I think I am supposed to like “Girls.”
But I don’t.
Lena Dunham is witty and insightful. Her perspective is fresh. “Girls” is the “Sex in the City” of my generation, with a slightly pornographic bent. And yet…
It’s so painful to watch. I don’t like the characters. I can’t relate to their whininess and complete inability to recognize their own projections. Part of me feels sorry for them, which contributes to the agony I feel when I watch Marnie and Hannah scream back and forth at each other that the other is a bad friend, etc., etc.
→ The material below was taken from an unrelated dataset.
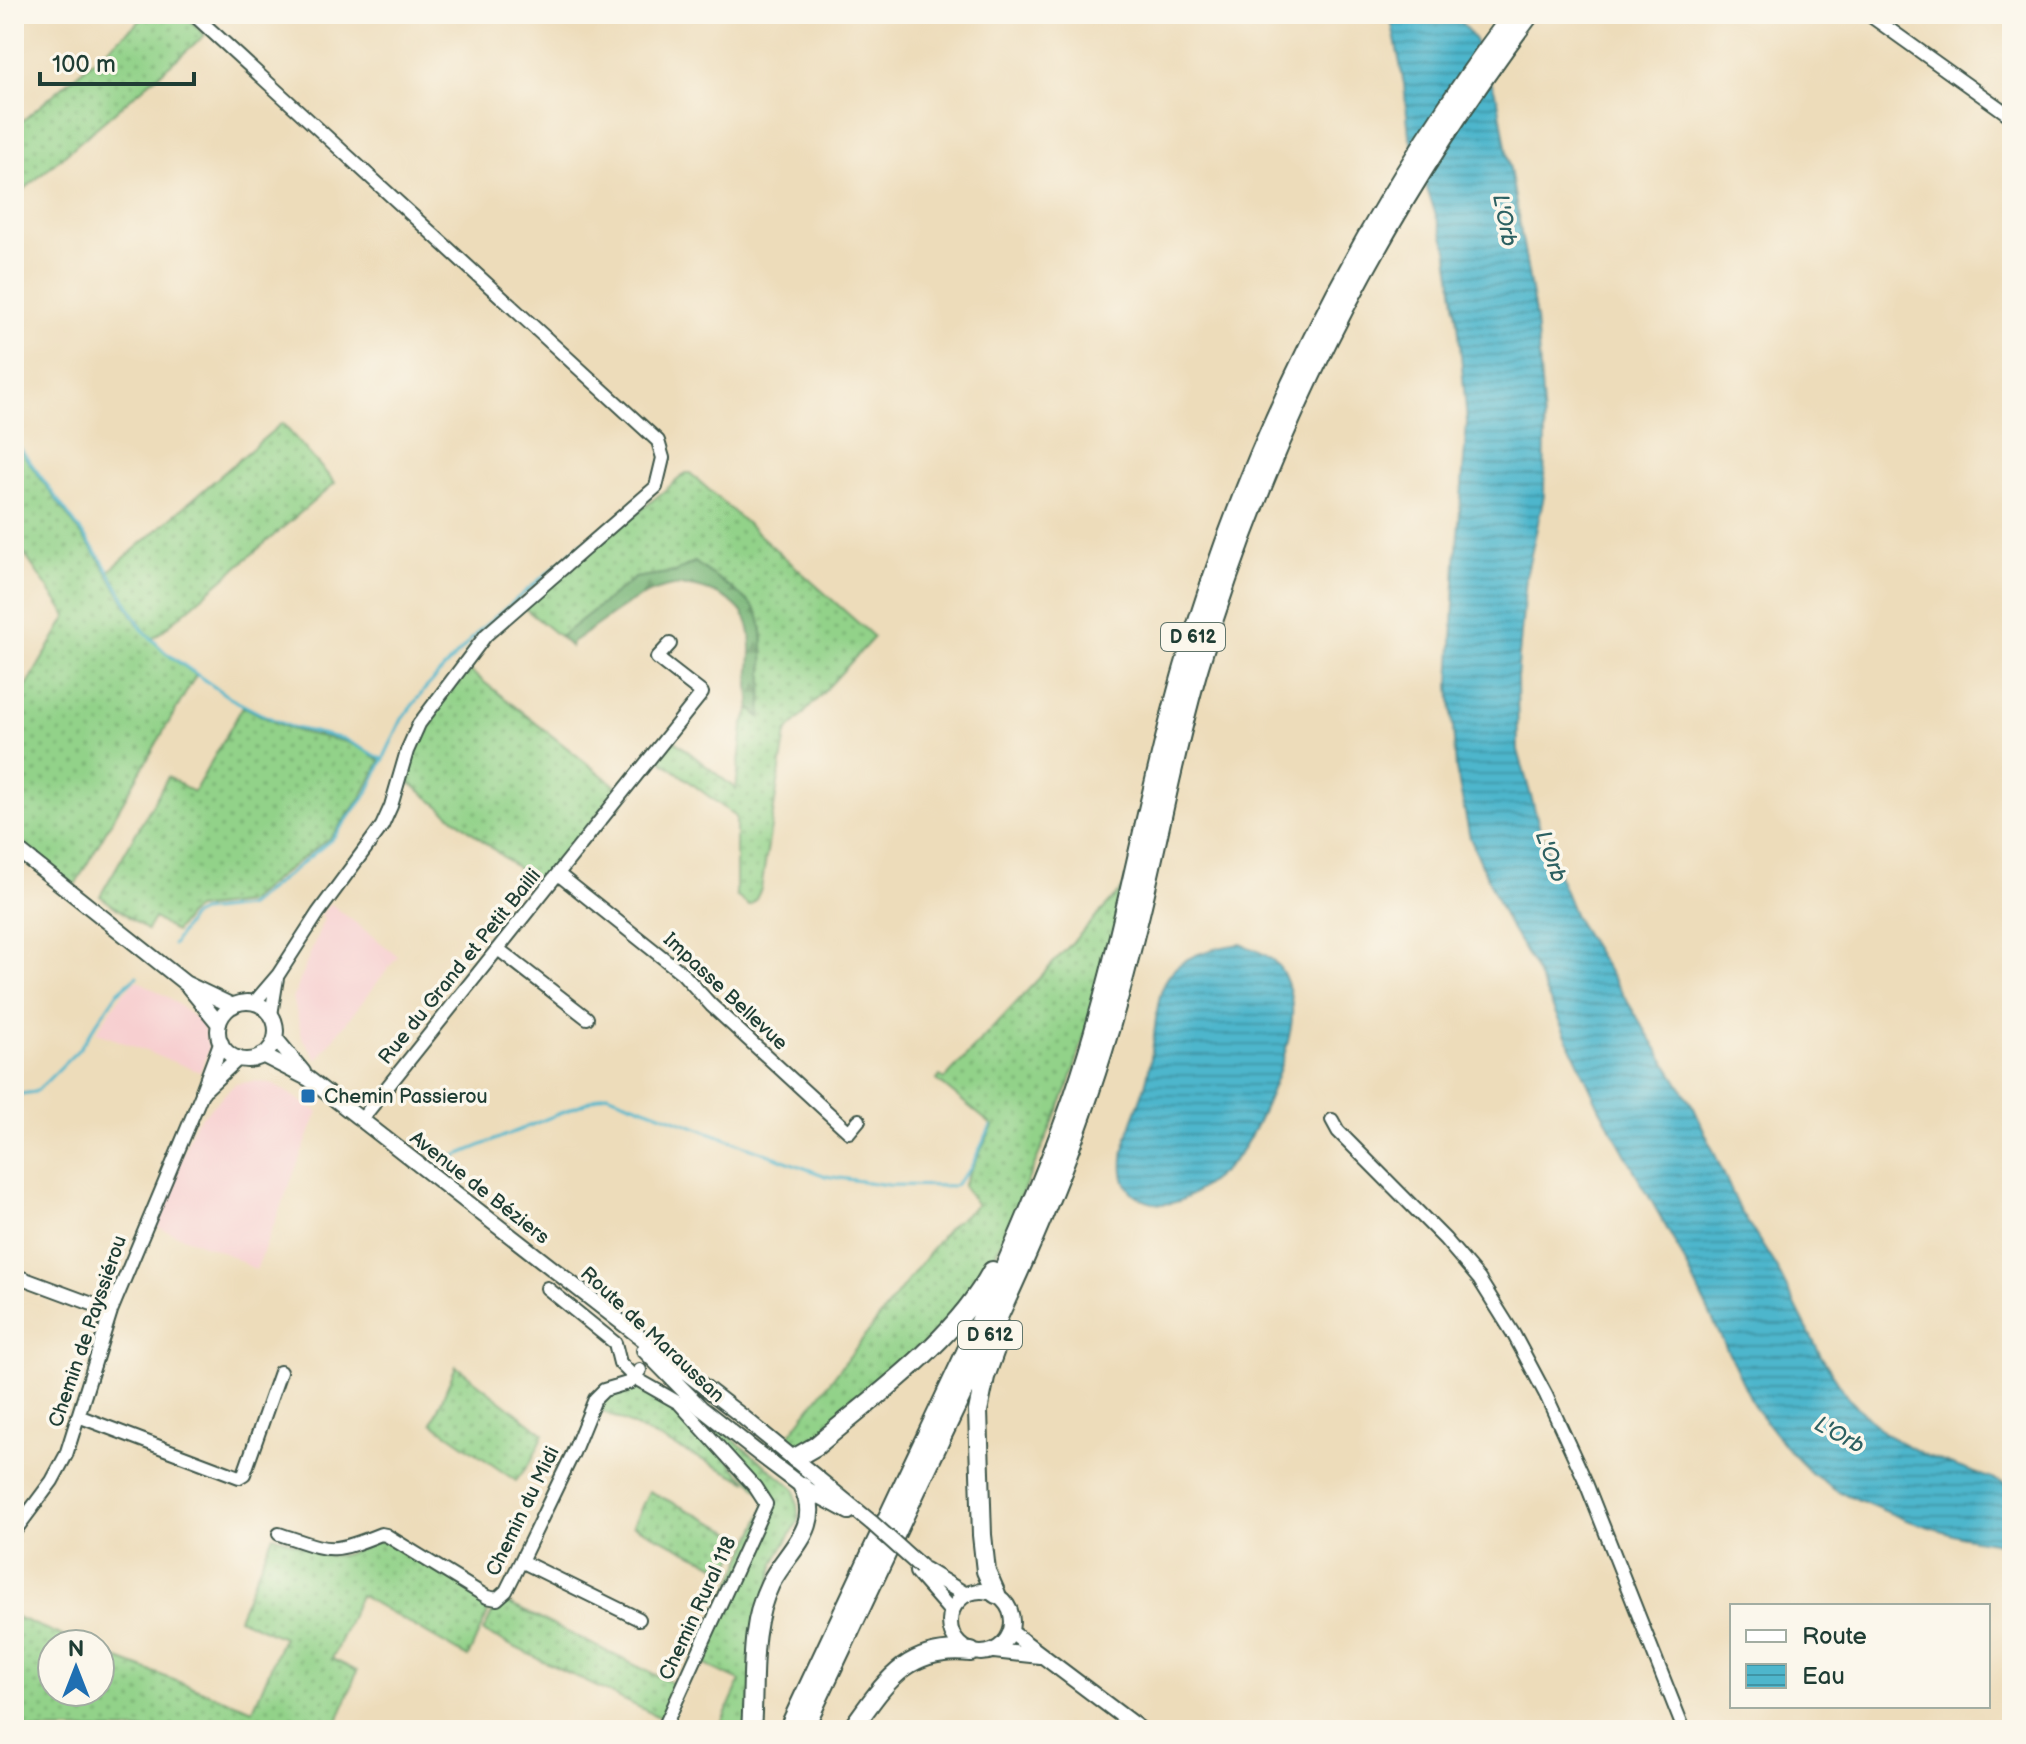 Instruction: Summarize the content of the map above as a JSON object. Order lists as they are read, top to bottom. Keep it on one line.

But mostly my skin is crawling because they are an ugly combination of pathetic, unkind, and unreflective, which ultimately makes it difficult to empathize when they wreak havoc on their own lives. Which is precisely what they do.
Maybe it’s real. Maybe it’s a reflection of reality that I’m uncomfortable with because I recognize it. On the other hand, maybe it’s a reflection of a reality that isn’t accurate among my group of friends who are similarly 24-year-olds figuring out how to be adults in various cities around the world. Yes, it is sometimes tongue-in-cheek — like when Hannah declares that it’s unfair another girl’s boyfriend committed suicide in a horrific way because Hannah would actually like something similar to happen to her so that she can write about it and become famous. Unfortunately, it’s not tongue-in-cheek enough. Hannah is not self-aware enough or self-critical enough, no matter what she might claim.
And more unfortunately, though she is a mirror of some part of my generation, she is a carnival mirror that stretches and magnifies in a most unflattering way.
Sometimes a writer’s job is to capture truths and project them more clearly. Probably Lena Dunham is doing this and it is effectively making me uncomfortable. Kudos. But I also think she hasn’t quite grasped the truth and that the made-for-tv aspect of her work is undermining what would otherwise be an effective criticism of herself and her peers. If it were funnier, I would be more convinced that the script is self-aware, but the funniness of it usually escapes me. Except when I think “Wow that could have been really funny but it just made me feel so awkward.” That she stars in most of her own work puzzles me. Is it self-obsession? Is it a belief that her artwork would be ruined in the body of another actor? Is it a desire to break stereotypes about feminine insecurities? I want to know whether she actually identifies with the character she plays and how much of the life she inhabits is autobiographical because I have a creeping sensation that it is closer to her experience than we think and that maybe, just maybe, she realizes she was so deeply self-centered and self-destructive. Or maybe she doesn’t realize it and “Girls” is the excuse for being a jerk because, look! now she’s famous.
Anyway, the latter part is speculation. Having sat alongside the “types” that she is exaggerating, I think I get it. But who knows.
At the end of the day, Lena Dunham is still smart and talented. She’s still incredibly young and successful, and I’m still impressed if simultaneously disappointed.
I’m not watching anymore “Girls,” but I’ll watch out for whatever’s next.